** Opening PROVIDED RECORDS block **

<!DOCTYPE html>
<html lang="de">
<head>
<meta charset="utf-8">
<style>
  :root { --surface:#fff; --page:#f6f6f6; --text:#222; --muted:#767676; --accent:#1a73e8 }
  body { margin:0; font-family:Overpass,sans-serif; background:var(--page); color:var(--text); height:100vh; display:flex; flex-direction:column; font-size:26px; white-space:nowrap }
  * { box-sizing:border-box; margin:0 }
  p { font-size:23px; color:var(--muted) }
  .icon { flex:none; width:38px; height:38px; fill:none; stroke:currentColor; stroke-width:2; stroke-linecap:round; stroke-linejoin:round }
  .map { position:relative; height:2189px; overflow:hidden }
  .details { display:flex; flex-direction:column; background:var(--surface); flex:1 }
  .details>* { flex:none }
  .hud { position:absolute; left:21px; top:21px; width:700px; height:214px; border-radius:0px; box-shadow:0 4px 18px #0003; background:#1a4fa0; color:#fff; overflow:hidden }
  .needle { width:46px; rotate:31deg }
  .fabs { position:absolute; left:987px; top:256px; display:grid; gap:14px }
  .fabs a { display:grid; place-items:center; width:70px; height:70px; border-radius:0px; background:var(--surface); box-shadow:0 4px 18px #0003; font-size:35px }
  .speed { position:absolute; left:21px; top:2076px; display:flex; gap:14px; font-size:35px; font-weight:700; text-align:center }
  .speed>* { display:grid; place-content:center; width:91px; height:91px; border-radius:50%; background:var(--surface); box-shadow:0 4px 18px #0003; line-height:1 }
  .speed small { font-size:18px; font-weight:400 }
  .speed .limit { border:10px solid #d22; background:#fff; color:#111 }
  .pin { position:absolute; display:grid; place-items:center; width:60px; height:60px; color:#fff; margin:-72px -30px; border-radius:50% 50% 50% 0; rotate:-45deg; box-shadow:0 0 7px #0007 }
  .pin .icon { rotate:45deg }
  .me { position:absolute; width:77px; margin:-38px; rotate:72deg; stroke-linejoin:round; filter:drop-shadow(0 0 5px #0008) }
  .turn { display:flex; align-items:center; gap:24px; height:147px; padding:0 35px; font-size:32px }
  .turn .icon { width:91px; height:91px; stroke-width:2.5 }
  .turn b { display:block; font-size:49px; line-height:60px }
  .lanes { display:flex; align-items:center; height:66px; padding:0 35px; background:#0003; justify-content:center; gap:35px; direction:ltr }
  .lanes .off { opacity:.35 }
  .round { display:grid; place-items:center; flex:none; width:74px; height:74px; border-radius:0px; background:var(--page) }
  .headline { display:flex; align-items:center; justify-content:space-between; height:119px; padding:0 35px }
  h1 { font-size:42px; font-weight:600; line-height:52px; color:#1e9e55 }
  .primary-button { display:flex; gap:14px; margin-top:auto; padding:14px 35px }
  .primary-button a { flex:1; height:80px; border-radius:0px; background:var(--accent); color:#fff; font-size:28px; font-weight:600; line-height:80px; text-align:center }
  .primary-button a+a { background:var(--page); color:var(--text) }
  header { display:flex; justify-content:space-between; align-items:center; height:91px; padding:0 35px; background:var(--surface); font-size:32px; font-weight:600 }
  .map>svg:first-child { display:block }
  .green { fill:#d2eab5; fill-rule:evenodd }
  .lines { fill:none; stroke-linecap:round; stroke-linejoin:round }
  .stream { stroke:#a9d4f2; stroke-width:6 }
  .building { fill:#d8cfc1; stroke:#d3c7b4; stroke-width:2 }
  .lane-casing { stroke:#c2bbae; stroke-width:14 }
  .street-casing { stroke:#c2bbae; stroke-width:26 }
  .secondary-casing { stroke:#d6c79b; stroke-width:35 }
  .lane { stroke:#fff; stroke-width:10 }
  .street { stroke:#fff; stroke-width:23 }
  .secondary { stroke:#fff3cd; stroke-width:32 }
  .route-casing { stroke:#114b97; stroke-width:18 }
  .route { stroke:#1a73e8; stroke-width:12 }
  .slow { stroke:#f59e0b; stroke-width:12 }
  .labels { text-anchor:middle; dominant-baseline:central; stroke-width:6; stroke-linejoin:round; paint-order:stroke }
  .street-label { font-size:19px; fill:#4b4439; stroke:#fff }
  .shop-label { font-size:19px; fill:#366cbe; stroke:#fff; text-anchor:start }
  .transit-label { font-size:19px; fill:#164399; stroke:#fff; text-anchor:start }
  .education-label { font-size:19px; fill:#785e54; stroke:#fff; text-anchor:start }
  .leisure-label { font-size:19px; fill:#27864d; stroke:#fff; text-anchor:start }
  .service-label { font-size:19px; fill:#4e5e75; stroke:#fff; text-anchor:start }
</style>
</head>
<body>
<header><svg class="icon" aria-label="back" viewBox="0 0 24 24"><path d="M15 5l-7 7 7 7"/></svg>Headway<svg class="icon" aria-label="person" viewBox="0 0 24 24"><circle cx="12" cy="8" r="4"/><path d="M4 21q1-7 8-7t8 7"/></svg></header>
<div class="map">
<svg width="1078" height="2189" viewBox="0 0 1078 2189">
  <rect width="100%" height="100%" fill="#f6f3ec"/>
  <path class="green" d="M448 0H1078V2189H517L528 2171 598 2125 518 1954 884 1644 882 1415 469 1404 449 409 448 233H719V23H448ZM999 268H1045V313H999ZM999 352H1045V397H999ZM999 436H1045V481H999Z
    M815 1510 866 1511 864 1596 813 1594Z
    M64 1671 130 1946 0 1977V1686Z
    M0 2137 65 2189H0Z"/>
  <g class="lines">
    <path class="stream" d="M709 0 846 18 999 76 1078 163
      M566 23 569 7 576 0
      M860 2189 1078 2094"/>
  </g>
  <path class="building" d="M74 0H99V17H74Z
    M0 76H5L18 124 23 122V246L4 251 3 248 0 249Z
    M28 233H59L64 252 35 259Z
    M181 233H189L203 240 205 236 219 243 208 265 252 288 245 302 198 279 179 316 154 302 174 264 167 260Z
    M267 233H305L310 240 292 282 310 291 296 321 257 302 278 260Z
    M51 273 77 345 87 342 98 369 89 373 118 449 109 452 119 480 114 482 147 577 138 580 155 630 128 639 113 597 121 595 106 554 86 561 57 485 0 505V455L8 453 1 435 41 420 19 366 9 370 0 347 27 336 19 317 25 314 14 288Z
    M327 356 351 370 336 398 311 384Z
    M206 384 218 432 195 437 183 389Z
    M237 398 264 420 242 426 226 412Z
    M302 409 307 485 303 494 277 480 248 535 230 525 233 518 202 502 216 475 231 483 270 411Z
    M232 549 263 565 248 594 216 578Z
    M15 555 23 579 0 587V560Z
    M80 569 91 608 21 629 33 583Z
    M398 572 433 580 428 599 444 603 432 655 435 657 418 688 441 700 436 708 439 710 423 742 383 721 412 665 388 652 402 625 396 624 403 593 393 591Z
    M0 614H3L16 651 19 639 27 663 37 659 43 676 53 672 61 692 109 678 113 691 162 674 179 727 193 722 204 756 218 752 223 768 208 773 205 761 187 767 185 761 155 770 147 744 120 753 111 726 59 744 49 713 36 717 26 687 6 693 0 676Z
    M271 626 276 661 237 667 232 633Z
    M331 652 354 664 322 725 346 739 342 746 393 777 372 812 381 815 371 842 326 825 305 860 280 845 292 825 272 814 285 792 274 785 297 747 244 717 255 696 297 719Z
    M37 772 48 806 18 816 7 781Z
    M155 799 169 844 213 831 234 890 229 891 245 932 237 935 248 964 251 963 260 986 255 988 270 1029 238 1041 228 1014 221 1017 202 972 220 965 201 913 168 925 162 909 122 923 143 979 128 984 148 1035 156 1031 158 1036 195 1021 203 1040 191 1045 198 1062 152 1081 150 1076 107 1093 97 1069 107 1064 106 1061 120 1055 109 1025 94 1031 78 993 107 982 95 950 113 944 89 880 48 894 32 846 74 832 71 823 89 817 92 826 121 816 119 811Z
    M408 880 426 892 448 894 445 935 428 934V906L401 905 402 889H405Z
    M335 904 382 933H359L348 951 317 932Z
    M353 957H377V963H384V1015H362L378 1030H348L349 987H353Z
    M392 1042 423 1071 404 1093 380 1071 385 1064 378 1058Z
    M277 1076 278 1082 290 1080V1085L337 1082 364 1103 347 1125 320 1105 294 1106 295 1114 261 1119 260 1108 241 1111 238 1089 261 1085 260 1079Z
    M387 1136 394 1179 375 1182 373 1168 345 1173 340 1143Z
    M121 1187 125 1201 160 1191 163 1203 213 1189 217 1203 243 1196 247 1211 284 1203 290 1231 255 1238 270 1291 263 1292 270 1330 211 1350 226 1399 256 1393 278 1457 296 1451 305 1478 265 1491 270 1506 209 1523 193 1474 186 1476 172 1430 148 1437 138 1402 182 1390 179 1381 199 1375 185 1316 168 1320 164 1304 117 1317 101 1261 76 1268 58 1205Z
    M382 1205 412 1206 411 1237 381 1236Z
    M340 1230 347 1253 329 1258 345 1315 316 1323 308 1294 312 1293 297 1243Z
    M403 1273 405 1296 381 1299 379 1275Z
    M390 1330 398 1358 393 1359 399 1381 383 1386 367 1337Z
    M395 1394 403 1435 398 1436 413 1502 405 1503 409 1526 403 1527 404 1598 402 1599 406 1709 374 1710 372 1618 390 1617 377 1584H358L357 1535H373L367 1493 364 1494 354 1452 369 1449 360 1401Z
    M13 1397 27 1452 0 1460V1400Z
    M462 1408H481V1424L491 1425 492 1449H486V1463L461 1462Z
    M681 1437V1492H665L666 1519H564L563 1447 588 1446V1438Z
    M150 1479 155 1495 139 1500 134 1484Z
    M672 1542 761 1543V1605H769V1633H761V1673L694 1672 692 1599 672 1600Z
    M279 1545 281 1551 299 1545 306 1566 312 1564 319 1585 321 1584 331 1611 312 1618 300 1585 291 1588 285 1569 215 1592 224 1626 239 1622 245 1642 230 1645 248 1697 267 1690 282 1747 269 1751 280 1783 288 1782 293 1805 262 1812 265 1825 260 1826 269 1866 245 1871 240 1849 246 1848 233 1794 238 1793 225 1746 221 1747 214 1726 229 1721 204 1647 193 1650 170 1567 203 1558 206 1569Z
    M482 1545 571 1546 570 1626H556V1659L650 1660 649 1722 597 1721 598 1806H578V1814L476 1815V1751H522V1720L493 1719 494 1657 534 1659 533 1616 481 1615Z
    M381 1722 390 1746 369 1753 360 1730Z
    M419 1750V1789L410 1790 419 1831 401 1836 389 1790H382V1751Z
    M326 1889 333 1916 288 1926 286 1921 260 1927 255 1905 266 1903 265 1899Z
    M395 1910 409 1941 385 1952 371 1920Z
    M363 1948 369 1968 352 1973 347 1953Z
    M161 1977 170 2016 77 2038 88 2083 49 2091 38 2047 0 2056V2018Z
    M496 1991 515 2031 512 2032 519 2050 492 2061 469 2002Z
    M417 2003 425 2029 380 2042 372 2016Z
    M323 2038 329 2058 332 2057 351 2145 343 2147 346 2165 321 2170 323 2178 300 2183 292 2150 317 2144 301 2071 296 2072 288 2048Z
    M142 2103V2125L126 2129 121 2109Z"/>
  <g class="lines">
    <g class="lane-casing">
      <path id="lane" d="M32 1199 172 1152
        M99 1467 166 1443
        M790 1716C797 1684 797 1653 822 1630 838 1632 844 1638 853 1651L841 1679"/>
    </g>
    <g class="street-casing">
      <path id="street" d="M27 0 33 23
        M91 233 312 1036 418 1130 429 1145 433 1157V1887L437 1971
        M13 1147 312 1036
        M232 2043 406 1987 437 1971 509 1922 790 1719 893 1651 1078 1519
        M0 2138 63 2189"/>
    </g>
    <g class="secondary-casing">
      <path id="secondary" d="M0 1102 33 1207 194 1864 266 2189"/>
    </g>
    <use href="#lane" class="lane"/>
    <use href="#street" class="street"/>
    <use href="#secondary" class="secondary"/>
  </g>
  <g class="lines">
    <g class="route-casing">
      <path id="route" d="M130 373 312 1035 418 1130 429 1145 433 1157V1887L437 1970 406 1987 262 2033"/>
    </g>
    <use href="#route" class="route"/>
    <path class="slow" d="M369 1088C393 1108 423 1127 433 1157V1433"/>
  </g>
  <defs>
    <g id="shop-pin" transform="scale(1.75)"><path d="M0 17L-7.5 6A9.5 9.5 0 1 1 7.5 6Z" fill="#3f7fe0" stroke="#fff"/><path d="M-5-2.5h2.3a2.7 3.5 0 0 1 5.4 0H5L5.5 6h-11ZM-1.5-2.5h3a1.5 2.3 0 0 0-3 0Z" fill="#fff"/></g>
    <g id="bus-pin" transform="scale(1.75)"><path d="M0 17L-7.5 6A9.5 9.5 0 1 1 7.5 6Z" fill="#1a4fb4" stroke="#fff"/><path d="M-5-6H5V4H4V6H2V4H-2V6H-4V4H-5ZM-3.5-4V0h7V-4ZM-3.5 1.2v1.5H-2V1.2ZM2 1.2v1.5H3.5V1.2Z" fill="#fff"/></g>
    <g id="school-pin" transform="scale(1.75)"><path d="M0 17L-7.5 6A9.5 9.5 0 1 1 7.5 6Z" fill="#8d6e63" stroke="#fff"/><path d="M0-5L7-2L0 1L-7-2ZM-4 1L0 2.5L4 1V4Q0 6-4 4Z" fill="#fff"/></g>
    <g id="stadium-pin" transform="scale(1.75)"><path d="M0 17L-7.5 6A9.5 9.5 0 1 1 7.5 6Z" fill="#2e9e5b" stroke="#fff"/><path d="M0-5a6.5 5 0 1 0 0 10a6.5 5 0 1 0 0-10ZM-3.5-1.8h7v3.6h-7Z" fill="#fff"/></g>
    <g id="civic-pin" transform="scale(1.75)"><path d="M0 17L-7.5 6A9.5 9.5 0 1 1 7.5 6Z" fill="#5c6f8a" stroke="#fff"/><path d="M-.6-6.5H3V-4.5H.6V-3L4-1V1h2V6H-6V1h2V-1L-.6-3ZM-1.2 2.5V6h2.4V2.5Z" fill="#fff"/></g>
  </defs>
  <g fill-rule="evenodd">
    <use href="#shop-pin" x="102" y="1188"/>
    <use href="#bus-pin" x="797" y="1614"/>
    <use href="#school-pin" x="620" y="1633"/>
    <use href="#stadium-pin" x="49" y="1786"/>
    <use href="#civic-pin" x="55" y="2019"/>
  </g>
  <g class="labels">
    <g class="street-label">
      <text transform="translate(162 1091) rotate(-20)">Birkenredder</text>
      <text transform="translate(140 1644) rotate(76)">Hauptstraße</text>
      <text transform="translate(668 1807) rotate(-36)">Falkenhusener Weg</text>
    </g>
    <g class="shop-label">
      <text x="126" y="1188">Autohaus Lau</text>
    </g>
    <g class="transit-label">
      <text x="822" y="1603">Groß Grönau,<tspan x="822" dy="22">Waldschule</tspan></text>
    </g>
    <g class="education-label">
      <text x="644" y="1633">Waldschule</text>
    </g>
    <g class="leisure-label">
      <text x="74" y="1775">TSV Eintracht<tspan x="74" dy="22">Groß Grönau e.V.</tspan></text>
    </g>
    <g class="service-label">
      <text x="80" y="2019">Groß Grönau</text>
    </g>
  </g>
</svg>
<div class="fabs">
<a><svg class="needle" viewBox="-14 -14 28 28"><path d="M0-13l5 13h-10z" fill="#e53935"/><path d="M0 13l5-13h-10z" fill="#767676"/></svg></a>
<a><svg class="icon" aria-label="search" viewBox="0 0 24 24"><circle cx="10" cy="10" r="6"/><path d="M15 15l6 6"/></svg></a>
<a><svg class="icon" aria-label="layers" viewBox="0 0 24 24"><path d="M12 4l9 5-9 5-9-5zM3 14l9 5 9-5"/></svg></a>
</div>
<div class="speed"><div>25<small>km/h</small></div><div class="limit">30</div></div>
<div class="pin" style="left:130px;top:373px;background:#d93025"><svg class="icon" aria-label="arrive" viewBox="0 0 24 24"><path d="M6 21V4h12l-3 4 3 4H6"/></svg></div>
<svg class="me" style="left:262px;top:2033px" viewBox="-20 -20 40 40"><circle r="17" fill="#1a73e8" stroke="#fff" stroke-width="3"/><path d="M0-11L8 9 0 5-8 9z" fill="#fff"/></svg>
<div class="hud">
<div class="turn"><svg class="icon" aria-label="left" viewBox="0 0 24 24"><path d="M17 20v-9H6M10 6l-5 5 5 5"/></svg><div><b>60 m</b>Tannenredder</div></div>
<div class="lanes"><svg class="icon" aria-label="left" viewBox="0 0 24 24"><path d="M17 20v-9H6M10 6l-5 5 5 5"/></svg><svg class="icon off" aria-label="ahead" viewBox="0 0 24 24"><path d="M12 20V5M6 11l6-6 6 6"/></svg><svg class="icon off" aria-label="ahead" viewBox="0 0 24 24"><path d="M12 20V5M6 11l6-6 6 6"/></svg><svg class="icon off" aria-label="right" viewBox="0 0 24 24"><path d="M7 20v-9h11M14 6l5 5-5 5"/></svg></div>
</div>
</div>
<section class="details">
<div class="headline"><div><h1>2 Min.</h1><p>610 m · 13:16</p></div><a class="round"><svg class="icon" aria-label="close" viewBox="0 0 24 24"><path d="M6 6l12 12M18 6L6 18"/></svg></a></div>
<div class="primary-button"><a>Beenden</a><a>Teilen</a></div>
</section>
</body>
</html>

** Closing PROVIDED RECORDS block **

EXERCISE DESCRIPTION:
What lines above hold the word "column"? List them all.

WRITTEN SOLUTION:
  body { margin:0; font-family:Overpass,sans-serif; background:var(--page); color:var(--text); height:100vh; display:flex; flex-direction:column; font-size:26px; white-space:nowrap }
  .details { display:flex; flex-direction:column; background:var(--surface); flex:1 }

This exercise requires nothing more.